Thursday, July 24, 2014

Hercule Poirot Returns!

The twelfth (and I believe final) season of Poirot comes to PBS Masterpiece Mystery this weekend and I'm stoked! It seems like I've been watching the show forever, and it likewise seems to have been away forever. I'm sure I've seen just about every episode, many of them multiple times. David Suchet has been in the role for over 20 years and has truly made it his own. When I view other adaptations of Poirot stories with other actors in the lead role they just don't seem right to me. Two new episodes are airing, the first this Sunday and the last the following weekend. I'm going to have to confirm if this is truly the final season as I read something about that perhaps 9 months or more ago. My little gray cells are buzzing with anticipation.

Farewell to the Receptionist?

I've been noticing lately that many businesses that used to have a receptionist no longer have one. Instead of having a friendly voice to answer all calls or a friendly face to greet all visitors I've seen setups where you walk into the empty lobby and pick up a phone to talk to someone in an office elsewhere in the building. I've also seen setups where you press an intercom button and announce yourself before being buzzed into an empty lobby to wait for someone to come out and meet you. In other situations I've seen various people handle receptionist duties in addition to their regular job responsibilities. The receptionist has become redundant. As one person said, it's just like how Microsoft Word made secretaries redundant. Why have a secretary compose a letter for you when you can do it yourself? Have companies decided having a receptionist is unnecessary? Is the receptionist a victim of the economic recession or of changing times?

Wednesday, July 23, 2014

The Martian

I finished listening to the unabridged audiobook for The Martian by Andy Weir and I highly recommend it. The story is mostly told from the perspective of an astronaut accidentally stranded by his teammates after a dust storm while on a 31-day Mars expedition. Weir certainly seemed to have researched his subject thoroughly. The novel has enough technical details to satisfy a hard sci-fi fan such as myself but with enough drama to satisfy someone who just likes a good book. It was definitely an audiobook I didn't want to stop listening to. I kept promising myself I would stop at the end of the next chapter (just so I could get some sleep) but I couldn't stop. It's just that good.

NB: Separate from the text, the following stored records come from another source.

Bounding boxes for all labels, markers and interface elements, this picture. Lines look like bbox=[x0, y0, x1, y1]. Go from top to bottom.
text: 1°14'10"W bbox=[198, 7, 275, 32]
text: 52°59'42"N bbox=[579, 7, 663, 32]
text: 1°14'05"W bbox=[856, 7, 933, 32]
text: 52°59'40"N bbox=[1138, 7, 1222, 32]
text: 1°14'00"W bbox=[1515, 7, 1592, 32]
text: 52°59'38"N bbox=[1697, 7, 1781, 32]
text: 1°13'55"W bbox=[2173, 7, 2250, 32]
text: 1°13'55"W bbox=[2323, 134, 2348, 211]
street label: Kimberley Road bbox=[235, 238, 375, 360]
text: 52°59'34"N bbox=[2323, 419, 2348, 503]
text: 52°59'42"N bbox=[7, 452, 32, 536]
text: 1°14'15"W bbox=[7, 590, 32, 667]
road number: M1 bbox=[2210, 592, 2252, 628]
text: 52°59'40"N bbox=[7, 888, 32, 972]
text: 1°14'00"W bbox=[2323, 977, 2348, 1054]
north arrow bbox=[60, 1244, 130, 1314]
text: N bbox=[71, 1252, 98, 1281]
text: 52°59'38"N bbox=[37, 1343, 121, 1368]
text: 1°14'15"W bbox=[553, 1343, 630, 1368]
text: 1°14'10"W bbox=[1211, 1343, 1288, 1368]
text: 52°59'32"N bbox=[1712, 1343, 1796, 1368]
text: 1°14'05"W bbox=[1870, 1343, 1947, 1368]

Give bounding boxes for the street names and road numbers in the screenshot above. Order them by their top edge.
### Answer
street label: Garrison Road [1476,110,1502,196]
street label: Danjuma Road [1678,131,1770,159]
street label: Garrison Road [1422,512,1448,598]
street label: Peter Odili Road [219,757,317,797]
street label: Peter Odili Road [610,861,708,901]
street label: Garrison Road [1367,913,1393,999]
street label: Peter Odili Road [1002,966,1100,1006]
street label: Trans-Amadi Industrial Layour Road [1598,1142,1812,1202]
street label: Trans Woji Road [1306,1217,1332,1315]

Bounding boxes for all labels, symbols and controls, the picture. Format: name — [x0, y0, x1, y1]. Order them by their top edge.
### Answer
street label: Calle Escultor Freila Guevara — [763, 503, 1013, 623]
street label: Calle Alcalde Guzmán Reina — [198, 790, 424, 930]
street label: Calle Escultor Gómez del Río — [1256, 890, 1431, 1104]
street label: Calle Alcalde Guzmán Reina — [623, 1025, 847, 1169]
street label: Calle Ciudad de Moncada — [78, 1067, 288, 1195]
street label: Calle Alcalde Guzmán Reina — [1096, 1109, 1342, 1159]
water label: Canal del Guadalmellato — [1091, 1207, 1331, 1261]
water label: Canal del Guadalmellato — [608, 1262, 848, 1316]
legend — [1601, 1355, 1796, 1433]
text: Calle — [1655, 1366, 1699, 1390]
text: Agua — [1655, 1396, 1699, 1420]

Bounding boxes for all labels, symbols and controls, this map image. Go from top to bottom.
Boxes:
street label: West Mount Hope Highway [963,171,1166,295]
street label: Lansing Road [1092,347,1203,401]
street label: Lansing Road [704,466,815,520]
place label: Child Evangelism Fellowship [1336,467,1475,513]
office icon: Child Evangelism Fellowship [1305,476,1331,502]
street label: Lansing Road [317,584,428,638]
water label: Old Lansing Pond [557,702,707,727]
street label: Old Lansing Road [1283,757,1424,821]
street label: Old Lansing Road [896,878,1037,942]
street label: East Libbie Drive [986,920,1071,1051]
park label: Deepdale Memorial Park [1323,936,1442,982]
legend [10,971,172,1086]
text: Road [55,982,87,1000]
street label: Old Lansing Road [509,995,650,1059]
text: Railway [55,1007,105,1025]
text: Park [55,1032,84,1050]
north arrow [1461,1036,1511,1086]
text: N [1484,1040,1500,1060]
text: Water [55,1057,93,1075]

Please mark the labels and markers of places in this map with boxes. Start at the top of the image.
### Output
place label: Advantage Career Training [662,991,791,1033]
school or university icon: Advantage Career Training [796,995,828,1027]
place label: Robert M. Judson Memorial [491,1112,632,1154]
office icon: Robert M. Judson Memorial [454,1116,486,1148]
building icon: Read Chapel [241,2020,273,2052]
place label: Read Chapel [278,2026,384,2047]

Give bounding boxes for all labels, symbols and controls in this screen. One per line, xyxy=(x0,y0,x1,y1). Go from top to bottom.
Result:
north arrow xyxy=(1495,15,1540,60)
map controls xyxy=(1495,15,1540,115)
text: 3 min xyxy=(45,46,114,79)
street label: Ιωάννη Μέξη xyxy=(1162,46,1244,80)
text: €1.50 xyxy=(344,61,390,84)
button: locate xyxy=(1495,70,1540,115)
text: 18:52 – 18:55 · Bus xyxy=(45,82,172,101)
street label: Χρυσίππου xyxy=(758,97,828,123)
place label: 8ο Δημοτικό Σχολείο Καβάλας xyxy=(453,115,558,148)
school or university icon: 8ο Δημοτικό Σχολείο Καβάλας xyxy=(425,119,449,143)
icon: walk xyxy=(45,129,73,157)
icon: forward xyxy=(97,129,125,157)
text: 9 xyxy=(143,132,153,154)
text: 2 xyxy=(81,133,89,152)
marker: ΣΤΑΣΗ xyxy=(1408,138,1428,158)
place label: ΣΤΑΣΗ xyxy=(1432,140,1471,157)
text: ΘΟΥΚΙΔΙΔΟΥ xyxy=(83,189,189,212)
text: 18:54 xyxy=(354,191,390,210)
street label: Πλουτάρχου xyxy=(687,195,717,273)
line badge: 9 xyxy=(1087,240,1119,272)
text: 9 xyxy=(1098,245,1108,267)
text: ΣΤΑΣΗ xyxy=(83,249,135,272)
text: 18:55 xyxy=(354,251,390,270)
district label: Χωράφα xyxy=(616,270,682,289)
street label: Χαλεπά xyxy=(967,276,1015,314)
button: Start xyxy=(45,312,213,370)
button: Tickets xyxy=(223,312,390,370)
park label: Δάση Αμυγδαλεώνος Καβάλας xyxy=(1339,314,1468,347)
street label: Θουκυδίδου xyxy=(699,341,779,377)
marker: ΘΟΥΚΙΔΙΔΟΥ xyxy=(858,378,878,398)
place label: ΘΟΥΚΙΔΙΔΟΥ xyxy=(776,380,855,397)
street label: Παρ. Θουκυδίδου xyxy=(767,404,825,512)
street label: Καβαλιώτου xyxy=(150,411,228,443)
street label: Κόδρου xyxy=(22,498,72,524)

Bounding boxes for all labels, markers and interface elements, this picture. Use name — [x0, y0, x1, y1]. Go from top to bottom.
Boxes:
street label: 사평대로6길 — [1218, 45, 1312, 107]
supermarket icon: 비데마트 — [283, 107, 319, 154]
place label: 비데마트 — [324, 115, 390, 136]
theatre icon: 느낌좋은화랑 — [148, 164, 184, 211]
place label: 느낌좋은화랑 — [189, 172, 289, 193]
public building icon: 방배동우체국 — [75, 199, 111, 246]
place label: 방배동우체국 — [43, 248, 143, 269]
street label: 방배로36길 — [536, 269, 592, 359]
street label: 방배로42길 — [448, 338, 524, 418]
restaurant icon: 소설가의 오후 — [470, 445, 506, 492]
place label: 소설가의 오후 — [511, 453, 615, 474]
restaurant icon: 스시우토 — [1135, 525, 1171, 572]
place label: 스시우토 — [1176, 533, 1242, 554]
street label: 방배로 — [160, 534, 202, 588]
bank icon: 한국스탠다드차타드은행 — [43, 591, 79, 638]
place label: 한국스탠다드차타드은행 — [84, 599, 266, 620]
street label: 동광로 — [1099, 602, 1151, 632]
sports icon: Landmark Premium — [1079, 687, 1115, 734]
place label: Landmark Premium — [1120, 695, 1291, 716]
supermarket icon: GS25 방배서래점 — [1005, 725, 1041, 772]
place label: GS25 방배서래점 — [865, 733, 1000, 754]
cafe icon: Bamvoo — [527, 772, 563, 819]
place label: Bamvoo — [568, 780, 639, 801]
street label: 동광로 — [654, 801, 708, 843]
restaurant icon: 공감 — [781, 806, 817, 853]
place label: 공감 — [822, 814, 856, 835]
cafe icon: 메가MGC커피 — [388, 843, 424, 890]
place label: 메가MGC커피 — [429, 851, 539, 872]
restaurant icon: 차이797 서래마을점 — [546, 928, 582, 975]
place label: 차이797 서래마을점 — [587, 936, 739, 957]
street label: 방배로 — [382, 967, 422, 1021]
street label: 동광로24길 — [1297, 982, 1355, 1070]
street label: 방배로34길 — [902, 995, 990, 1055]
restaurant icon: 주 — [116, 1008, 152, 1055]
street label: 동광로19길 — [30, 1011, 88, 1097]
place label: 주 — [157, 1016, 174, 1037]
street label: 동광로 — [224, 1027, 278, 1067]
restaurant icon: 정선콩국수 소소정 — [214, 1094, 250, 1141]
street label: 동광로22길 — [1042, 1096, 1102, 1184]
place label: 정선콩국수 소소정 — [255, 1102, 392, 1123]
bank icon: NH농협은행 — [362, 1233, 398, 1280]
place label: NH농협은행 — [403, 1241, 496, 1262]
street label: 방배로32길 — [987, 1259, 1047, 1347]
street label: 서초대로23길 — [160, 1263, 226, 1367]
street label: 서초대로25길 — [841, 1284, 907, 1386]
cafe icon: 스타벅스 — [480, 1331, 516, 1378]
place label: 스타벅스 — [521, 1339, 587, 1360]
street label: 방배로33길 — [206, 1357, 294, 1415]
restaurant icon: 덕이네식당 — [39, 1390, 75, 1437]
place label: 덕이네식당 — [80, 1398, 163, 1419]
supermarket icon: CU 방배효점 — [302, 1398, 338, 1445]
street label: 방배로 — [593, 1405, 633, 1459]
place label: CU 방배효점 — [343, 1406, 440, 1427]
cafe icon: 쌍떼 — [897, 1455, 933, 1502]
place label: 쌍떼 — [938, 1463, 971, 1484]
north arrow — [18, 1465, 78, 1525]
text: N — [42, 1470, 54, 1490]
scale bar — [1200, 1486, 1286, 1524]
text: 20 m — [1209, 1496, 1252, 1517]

Laptops: Growth and Shrinkage

A few months back a friend asked me for a recommendation for a new laptop. Her home had been burglarized and the thieves had taken her old 17" laptop and a bunch of music CDs. I told her to get a 14" or 15" with as much RAM and hard drive space as would fit her budget. She asked why I didn't recommend replacing her 17" with another 17" and I told her they're just too big and bulky to be portable. I told her she would want to leave a 17" laptop at home, as she had done with her old one, instead of carrying it around with her. I couldn't get her to accept that the 17" laptop had fallen out of fashion though. She ended up hunting around until she finally found one and bought it. A couple of months later she told me I had been right. After lugging around the new 17" for several weeks and comparing it to her best friend's 15" laptop she agreed that it was too big to be easily portable.

Just a few years ago the 17" laptop was the golden boy of portable computing. They were hailed as desktop replacement units, perfect movie-watching machines, and every laptop manufacturer offered several 17" models to choose from. Flash forward to today and the 17" laptop is a rarity. Most manufacturers only offer a couple of different configurations of them, nowhere near as many as they once did. Most laptop buyers have concluded that size matters and a 17" is just too much. It's amazing how that works. Today's laptops are, for the most part, smaller, thinner, and lighter. The 17" that used to be normal is now considered to be a monstrosity.

Tuesday, July 22, 2014

Don't say, "I can't." Do say, "I don't want to."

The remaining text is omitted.